Not documenting infant NVP prophylaxis when it is known to be indicated occurred in 6 (42.9%) cases in our study. However, this is probably higher than the true value as, from clinical experience, we note that infant NVP is often administered but poorly documented. Late booking after 20 weeks’ gestation (also leading to late initiation of maternal ART) occurred in 9 (47%) of cases, although 75% of cases had booked before 24 weeks which should allow time for viral suppression by the time of delivery, assuming ART is initiated promptly.[10,12] Omitting maternal ART when it is known to be indicated occurred in 3 (15.8%) cases (we were unable to ascertain why), and virological failure despite maternal cART occurred in 2 (10.5%) cases. Both these cases had repeated viral loads > 400 copies/mL more than 1 month apart but were not switched to second-line cART. The third case had no viral load sampling during pregnancy.

Weaknesses of our study include lack of a control group, small sample size and incomplete or unavailable case notes. Data were too incomplete for analysis of several important variables (e.g. duration and means of rupture of membranes, elective versus emergency caesarean section, instrumental delivery, postpartum maternal ART adherence). Only descriptive analysis was possible and our results must be interpreted with caution.

Conclusion

PMTCT remains a focus programme in the South African healthcare sector. Better understanding of the reasons for MTCT can assist further reduction of MTCT rates to the target of less than 2%. Several causes for the failure of PMTCT in our sub-district have been identified. These correspond with reasons for MTCT from previous studies and available literature.
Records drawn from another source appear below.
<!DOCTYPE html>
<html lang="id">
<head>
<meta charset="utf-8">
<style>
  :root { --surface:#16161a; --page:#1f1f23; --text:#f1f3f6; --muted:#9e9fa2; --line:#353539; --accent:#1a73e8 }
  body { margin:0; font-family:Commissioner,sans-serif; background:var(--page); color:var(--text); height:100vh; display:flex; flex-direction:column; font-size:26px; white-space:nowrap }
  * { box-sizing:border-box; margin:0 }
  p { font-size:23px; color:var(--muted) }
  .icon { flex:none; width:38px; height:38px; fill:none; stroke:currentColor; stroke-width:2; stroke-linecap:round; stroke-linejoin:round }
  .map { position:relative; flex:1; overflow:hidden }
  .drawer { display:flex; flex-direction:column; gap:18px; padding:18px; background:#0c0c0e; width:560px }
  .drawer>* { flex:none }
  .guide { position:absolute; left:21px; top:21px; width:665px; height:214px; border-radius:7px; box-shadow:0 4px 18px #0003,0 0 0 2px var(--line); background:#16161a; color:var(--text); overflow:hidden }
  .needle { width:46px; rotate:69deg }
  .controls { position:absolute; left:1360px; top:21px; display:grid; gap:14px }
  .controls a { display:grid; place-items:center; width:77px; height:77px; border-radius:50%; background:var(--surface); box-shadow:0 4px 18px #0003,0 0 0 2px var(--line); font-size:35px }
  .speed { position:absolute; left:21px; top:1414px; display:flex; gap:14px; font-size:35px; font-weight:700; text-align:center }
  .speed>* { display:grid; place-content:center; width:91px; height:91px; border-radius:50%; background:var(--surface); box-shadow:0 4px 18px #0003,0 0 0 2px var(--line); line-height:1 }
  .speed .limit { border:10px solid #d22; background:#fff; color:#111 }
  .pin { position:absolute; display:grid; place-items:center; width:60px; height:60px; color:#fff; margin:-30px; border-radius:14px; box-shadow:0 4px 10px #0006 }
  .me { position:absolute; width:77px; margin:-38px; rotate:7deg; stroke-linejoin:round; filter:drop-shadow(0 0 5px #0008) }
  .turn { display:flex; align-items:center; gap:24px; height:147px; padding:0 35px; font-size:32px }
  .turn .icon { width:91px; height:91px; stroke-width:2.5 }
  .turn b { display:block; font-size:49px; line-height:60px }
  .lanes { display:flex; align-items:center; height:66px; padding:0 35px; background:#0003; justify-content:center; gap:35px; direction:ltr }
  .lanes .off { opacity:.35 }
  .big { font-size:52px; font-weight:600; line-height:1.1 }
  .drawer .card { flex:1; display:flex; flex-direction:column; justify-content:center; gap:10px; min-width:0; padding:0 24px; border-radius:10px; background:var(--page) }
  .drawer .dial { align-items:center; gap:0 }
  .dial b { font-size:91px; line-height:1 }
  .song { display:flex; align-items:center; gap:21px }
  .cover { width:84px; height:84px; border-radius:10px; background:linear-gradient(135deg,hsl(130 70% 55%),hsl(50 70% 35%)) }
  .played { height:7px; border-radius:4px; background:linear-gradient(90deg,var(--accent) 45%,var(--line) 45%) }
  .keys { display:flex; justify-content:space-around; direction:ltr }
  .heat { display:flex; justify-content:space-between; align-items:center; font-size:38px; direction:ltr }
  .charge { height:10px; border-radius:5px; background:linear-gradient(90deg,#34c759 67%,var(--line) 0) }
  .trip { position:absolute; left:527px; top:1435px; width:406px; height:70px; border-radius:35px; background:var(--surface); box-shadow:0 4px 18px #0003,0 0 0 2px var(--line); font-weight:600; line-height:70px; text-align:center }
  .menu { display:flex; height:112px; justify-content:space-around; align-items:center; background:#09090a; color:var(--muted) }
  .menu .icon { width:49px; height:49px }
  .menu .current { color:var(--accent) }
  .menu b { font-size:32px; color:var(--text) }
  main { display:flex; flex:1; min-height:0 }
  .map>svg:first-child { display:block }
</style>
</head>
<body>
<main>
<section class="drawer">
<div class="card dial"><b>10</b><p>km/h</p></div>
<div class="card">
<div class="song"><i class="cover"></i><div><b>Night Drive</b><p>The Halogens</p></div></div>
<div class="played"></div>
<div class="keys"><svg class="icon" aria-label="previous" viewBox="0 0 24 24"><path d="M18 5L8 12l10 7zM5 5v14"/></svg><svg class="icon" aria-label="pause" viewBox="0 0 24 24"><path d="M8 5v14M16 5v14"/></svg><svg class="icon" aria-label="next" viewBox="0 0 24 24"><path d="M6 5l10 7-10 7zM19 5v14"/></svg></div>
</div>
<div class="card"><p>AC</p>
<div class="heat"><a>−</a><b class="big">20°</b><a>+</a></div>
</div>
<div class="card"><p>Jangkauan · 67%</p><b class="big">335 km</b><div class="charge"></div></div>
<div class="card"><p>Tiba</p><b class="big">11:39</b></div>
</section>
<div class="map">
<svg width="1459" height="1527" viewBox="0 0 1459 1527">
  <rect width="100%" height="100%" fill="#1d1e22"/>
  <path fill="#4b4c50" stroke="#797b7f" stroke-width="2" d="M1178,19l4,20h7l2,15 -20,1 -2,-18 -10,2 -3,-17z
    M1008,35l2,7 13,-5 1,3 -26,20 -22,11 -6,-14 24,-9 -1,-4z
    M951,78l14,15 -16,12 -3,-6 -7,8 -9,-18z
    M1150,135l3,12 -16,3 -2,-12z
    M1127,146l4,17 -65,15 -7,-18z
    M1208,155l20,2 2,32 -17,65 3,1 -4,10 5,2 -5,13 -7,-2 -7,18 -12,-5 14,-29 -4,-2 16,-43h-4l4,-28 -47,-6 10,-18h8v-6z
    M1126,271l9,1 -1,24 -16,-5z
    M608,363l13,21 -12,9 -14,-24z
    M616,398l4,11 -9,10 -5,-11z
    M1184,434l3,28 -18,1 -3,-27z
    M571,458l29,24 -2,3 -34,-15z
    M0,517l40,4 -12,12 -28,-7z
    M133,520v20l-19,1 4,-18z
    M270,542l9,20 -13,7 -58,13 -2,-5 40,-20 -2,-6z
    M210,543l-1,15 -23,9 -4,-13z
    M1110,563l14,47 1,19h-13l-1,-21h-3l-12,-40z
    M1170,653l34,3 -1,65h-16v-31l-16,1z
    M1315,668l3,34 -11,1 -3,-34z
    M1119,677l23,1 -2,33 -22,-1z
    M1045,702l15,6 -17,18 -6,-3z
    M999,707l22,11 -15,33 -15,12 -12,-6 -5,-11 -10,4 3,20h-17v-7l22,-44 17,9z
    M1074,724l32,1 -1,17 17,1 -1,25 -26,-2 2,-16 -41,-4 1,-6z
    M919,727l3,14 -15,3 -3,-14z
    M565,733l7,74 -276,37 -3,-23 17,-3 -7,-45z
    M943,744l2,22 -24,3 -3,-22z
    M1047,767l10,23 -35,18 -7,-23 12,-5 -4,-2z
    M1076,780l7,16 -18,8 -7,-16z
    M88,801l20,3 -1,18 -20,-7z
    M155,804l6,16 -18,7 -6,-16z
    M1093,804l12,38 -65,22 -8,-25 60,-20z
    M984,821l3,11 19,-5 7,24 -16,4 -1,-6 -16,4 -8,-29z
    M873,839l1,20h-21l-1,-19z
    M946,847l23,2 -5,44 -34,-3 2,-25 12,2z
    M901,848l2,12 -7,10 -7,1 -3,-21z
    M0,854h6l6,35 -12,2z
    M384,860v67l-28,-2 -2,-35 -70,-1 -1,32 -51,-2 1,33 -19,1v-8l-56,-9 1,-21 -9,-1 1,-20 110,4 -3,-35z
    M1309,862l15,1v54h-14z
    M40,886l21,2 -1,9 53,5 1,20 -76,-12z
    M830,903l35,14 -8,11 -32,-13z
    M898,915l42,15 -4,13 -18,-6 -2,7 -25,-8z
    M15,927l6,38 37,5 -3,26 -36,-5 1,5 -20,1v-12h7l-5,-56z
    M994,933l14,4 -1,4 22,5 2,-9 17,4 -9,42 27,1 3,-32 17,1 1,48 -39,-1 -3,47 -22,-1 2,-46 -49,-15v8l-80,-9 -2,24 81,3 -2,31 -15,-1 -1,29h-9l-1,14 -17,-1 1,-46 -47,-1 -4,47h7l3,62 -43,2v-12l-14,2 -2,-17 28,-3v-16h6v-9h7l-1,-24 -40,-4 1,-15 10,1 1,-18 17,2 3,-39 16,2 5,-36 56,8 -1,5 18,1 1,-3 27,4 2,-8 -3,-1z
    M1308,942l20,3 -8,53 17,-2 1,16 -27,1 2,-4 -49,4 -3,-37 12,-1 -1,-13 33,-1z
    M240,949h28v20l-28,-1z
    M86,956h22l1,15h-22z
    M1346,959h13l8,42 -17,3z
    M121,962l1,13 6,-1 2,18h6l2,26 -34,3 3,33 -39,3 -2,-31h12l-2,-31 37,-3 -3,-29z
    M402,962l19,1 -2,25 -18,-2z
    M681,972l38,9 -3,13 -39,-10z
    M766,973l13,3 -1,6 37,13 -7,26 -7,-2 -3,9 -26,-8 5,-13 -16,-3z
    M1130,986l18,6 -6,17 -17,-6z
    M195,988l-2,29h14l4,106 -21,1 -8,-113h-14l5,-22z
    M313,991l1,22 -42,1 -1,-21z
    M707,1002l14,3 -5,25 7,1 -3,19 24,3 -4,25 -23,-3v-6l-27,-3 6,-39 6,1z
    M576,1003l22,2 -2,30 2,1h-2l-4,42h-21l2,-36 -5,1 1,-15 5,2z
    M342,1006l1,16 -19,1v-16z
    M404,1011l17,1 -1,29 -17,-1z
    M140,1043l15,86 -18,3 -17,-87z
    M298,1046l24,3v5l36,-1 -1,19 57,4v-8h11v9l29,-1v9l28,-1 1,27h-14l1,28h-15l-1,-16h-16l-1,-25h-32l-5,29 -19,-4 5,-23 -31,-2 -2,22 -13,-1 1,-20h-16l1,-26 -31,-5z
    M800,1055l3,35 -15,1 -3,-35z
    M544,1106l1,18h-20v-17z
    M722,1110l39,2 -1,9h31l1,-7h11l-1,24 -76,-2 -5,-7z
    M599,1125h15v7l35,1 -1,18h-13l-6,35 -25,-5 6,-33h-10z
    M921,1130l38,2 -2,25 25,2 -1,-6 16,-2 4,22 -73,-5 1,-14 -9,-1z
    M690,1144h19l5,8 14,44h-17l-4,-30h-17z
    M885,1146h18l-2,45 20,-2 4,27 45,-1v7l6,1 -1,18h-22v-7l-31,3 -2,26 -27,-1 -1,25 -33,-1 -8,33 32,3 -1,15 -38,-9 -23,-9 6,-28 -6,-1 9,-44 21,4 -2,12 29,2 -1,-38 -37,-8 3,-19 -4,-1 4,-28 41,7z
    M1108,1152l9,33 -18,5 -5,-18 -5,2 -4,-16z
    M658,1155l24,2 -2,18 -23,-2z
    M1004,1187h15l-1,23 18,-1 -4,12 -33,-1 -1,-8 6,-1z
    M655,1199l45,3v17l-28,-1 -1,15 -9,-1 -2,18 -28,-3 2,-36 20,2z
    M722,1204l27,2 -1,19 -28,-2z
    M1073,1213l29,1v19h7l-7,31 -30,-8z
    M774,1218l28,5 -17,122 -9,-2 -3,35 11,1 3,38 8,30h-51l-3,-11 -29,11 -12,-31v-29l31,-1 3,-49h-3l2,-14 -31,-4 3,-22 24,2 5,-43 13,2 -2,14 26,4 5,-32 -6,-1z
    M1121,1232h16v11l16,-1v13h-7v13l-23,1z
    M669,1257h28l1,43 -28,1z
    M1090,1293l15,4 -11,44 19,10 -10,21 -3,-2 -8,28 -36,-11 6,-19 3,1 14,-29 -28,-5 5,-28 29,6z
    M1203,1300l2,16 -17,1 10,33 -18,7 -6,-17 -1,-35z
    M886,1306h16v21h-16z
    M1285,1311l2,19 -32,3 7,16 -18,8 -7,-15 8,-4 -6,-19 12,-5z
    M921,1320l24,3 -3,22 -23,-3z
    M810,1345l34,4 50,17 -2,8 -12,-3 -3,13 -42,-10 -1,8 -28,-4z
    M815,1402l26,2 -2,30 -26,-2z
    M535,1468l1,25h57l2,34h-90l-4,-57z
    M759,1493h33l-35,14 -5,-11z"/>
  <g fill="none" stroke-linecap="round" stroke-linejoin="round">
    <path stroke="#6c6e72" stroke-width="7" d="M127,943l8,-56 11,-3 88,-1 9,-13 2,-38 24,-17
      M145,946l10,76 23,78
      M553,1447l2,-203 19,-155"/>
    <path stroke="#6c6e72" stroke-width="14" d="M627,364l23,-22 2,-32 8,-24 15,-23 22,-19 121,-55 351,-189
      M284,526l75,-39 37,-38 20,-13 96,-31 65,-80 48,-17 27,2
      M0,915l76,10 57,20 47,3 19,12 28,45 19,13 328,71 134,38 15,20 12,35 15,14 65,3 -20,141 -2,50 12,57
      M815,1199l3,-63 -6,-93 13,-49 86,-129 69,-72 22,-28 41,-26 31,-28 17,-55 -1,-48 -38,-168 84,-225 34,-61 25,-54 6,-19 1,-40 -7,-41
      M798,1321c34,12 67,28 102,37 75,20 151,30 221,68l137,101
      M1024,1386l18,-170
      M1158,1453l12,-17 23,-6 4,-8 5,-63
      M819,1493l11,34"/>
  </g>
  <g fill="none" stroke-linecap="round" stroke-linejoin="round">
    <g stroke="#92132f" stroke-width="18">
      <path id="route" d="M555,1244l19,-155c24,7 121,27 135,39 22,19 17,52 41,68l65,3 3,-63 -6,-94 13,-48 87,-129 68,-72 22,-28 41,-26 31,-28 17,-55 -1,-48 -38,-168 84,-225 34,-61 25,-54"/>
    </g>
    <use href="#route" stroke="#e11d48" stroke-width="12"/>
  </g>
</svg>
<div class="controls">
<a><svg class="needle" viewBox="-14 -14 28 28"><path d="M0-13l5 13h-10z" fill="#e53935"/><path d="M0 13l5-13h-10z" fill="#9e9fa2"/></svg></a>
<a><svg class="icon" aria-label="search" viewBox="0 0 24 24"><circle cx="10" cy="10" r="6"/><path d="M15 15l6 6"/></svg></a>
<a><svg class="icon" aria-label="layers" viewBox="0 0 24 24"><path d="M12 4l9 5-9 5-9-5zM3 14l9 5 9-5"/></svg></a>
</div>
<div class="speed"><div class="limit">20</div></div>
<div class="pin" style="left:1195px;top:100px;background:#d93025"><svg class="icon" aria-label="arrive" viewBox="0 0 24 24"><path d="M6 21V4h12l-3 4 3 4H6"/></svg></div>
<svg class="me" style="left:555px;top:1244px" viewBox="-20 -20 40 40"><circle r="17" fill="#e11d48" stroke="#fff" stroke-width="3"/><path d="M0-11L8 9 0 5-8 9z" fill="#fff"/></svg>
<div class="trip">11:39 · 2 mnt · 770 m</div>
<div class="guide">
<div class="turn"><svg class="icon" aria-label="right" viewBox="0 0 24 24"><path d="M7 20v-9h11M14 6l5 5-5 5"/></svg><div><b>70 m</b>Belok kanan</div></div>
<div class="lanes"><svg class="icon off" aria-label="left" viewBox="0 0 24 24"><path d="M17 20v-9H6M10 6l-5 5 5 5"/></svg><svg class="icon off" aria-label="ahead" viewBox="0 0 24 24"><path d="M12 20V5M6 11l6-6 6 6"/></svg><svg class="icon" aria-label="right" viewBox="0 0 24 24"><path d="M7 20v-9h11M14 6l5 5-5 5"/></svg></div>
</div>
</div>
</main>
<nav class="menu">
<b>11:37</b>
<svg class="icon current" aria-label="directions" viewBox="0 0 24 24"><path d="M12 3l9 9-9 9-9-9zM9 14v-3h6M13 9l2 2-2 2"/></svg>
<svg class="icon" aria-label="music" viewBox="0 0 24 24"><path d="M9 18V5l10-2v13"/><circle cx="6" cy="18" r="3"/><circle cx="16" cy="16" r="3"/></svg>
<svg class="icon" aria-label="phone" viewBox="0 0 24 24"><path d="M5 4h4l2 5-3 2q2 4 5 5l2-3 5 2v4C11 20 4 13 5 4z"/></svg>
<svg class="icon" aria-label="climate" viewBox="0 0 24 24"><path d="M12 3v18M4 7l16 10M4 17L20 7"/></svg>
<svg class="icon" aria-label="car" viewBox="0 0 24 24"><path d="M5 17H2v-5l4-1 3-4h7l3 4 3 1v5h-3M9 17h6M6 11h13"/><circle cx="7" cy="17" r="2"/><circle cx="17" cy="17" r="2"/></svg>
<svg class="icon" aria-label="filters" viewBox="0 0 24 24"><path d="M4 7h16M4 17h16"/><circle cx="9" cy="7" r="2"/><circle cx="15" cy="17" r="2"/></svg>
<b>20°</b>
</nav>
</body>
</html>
Late first ANC, delayed or omission of maternal cART initiation, and poor management of women on cART contributed, amongst other factors, to our MTCT cases. Maternal seroconversion or an initial false-negative HIV test occurs frequently in PMTCT failures in our clinics, with subsequent late maternal ART initiation. This fact highlights the importance of preventing and promptly detecting maternal HIV infection in pregnancy and breastfeeding if MTCT is to be further reduced. Further research is needed to characterise the frequency of false-negative HIV testing in operational PMTCT programmes, and to identify cost-effective testing strategies to ensure early detection of acute maternal HIV infection in pregnancy and breastfeeding.